The very informative essay that accompanies this highly enjoyable CD from the three-person ensemble, Music's Re-creation, on Centaur starts by suggesting that listeners whose knowledge of seventeenth-century English music is limited to its madrigals, to Dowland, and to the songs of Purcell will here have their tastes expanded. And how! This CD contains an hour's worth of varied, subtle, gentle and exciting music for strings and keyboard by practitioners who play with great insight and sensitivity. As an introduction to the works of the two overlooked yet highly enjoyable and distinctive composers, John Jenkins and Matthew Locke this CD could hardly be bettered.
John Jenkins (1592-1678) was the older of the two; Matthew Locke was born almost thirty years after Jenkins (in 1621) though he died the year before him. They lived through turbulent and strife-ridden times: plague, famine and the backwash of the Reformation and the Civil Wars in Britain. Aside from a certain melancholy and dour tone to some of the music on this CD, there's really little of the tearfulness of a Schütz, Schein or Scheidt – their contemporaries. But there is directness and a sense of purpose and compact, spare articulation of the musical ideas, mostly melodic, in the interests of impact. Indeed, several of the movements of the suites (the saraband of Locke's Suite #7 [tr.19], for example) end quite abruptly: they say what they have to say and stop. This has the effect both of bringing the listener up short and making them realise just how important direct and unadulterated communication must have been for such composers. It then pays to approach the melodic invention of Jenkins and Locke with that in mind… to listen to these suites, that is, as one listens to a Classical or Romantic string quartet. For it's true that we have become accustomed at times to listen to music of the Elizabethan and Baroque eras as sound painting, as a tapestry of textures.
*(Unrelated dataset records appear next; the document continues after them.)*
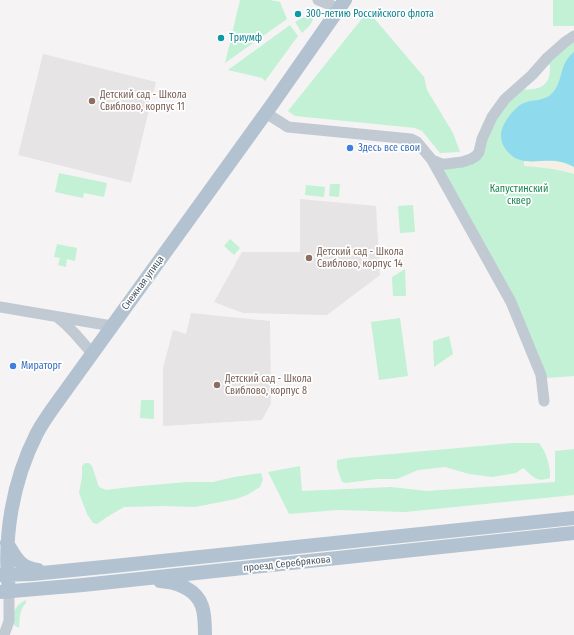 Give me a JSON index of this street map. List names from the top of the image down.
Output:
{
  "streets": {
    "main road": ["Снежная улица", "проезд Серебрякова"]
  },
  "crossings": [
    ["Снежная улица", "проезд Серебрякова"]
  ],
  "parks": ["Капустинский сквер"],
  "places": [
    "300-летию Российского флота",
    "Триумф",
    "Детский сад - Школа Свиблово, корпус 11",
    "Здесь все свои",
    "Детский сад - Школа Свиблово, корпус 14",
    "Мираторг",
    "Детский сад - Школа Свиблово, корпус 8"
  ]
} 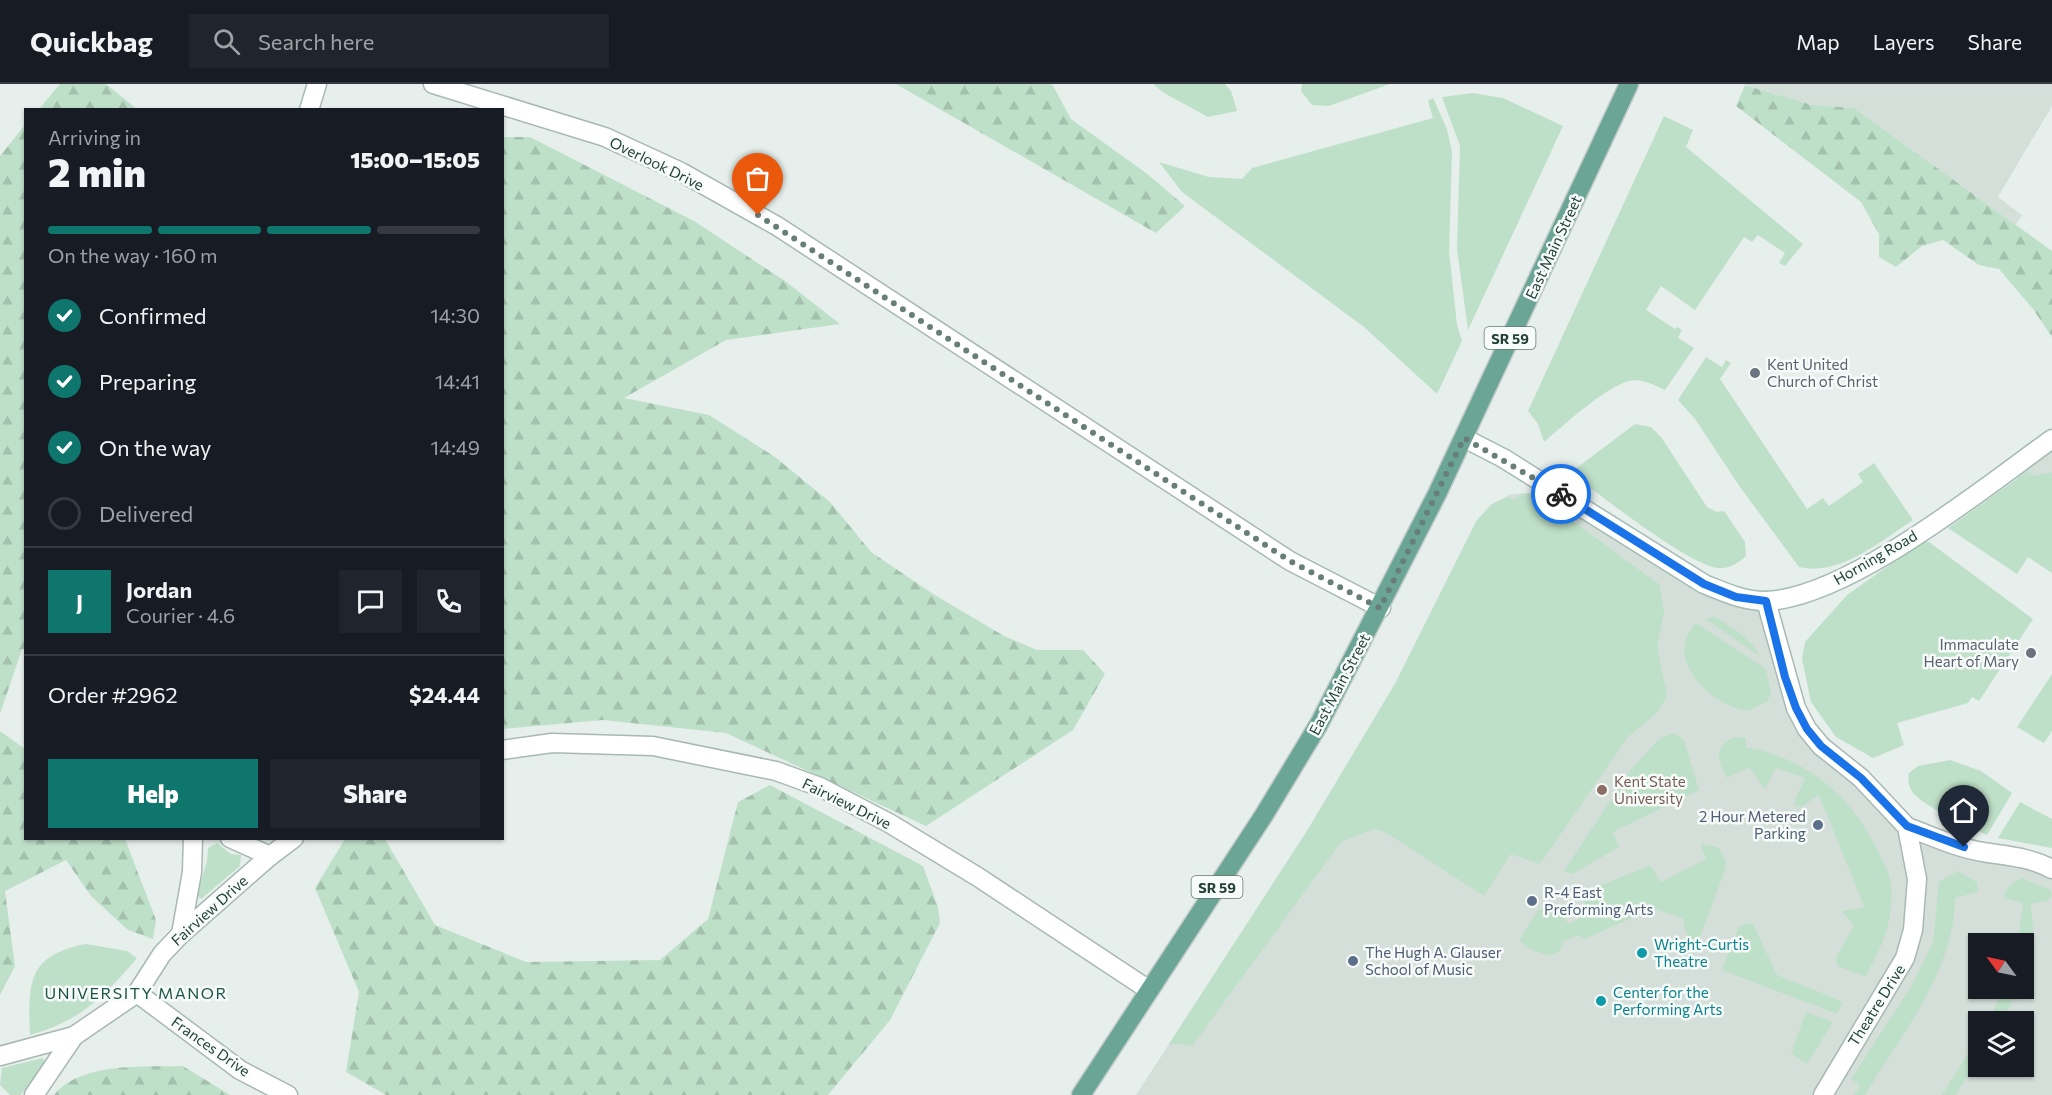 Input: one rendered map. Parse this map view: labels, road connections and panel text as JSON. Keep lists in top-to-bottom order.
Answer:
{
  "streets": {
    "main road": ["East Main Street", "SR 59"],
    "street": [
      "Overlook Drive",
      "Horning Road",
      "Fairview Drive",
      "Theatre Drive",
      "Frances Drive"
    ]
  },
  "crossings": [
    ["Overlook Drive", "East Main Street"],
    ["East Main Street", "Horning Road"],
    ["East Main Street", "Fairview Drive"],
    ["Fairview Drive", "Frances Drive"]
  ],
  "districts": ["UNIVERSITY MANOR"],
  "places": [
    "Kent United Church of Christ",
    "Immaculate Heart of Mary",
    "Kent State University",
    "2 Hour Metered Parking",
    "R-4 East Preforming Arts",
    "Wright-Curtis Theatre",
    "The Hugh A. Glauser School of Music",
    "Center for the Performing Arts"
  ],
  "north": "top left",
  "page": {
    "header": "Quickbag",
    "search": "Search here",
    "nav": ["Map", "Layers", "Share"],
    "heading": ["2 min", "Arriving in", "15:00–15:05"],
    "panel": [
      "Jordan",
      "Courier · 4.6",
      "Order #2962",
      "$24.44"
    ],
    "bar": "On the way · 160 m",
    "list": [
      ["Confirmed", "14:30"],
      ["Preparing", "14:41"],
      ["On the way", "14:49"],
      "Delivered"
    ],
    "round": "J",
    "buttons": ["Help", "Share"]
  }
}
It is not: and Moore (Baroque violin), Dornenburg (viola da gamba) and Peters (organ and harpsichord) understand the idiom very well. The music is about concentration, attention to the thematic development and structure as much as it is about the sound world, beautiful though that is: the instruments are either period or reconstructions – the policy of Music's Re-creation since their foundation in the Netherlands in 1979. Needless to say, the trio is technically very sure and accomplished. There is an ease, a grace and elegance to their playing throughout this CD that is located just on the rigorous side of the midpoint between casual and formal. Never staid or forced, their ensemble playing is neither loose nor relaxed. There is a spontaneity that's delightful to appreciate: the forward movement of Locke's Suite #8 [tr.s23-26], for example, is as opulent as it is controled.
In part this exemplary exposure of the music's soul, so to speak, works so well here because the musicians understand the relationship unique to the seventeenth century between modal structure as it found its way into the Fantasia; and the implied harmonies of which we are inevitably conscious from our position four hundred years later. Yet the way in which the strings in particular work to contextualize modality in tandem with counterpoint is sheer delight. This is in part accounted for by the fact that both composers wrote without always specifying instruments. But it's not to suggest that these players are improvising excessively (the ornamentation and "divisions" do require improvisation, of course) or taking undue liberties with the music, or "realizing" it in any way. It's hard to believe that Locke and Jenkins, for all their obvious attention to exactness and communication, wouldn't be entirely at ease with the style and execution offered here.
The usual characteristics of the suites' dance movements are evident – though as English, rather than Continental, composers embraced the medium… decoration not virtuosity. Indeed, there are places where Jenkins takes already obsolete traditions for these movements and bends them to his own ends with dazzling, almost startling, results. Though never gratuitously. These musicians also make the most of the tensions exploited by both composers between decorum, the Puritan restraint of the times (remember Cromwell closed the theaters), and the exuberance of the dance. Yet the rhythm never masks the equally vigorous heart of each movement as a part of each suite or Fantasia.
Since Jenkins alone wrote getting on for a hundred such pieces, one reaches the end of this CD by wishing for more. The intensity with gentility; the gravity with humanity; and the precision with confidence are powerful mixtures. Music's Re-creation (Carla Moore, Baroque violin; John Dornenburg, viola da gamba; Lorna Peters, organ and harpsichord) has captured them admirably. The acoustic is close and dry, though appropriately so: this sounds like less of a "recital", more of a guided offering. Thoroughly recommended.